TASK MATERIAL:
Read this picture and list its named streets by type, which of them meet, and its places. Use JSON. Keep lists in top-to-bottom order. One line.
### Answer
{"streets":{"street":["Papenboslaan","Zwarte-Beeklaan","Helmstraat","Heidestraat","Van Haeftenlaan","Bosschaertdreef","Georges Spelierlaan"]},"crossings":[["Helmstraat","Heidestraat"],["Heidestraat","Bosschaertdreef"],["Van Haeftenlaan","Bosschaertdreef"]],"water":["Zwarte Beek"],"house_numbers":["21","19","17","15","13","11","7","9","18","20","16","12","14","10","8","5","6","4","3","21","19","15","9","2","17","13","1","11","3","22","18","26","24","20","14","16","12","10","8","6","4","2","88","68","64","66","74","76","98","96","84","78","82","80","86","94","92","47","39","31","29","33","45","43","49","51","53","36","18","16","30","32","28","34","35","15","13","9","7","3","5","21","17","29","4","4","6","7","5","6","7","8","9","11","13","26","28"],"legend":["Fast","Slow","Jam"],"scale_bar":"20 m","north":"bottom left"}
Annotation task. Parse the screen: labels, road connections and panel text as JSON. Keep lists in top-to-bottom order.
---
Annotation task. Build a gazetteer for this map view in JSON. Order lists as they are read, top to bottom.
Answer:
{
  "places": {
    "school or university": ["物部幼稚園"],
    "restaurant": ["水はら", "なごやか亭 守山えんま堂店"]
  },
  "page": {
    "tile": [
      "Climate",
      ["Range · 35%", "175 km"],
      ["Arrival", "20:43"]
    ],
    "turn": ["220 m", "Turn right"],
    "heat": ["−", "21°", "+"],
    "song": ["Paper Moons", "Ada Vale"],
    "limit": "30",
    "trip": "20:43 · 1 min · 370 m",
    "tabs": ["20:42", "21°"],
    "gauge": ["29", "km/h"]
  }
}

WORK TO BE COMPLETED: Work out how many lines in the material above include the word "Keep", and write down that number alone.

YOUR RESPONSE: 2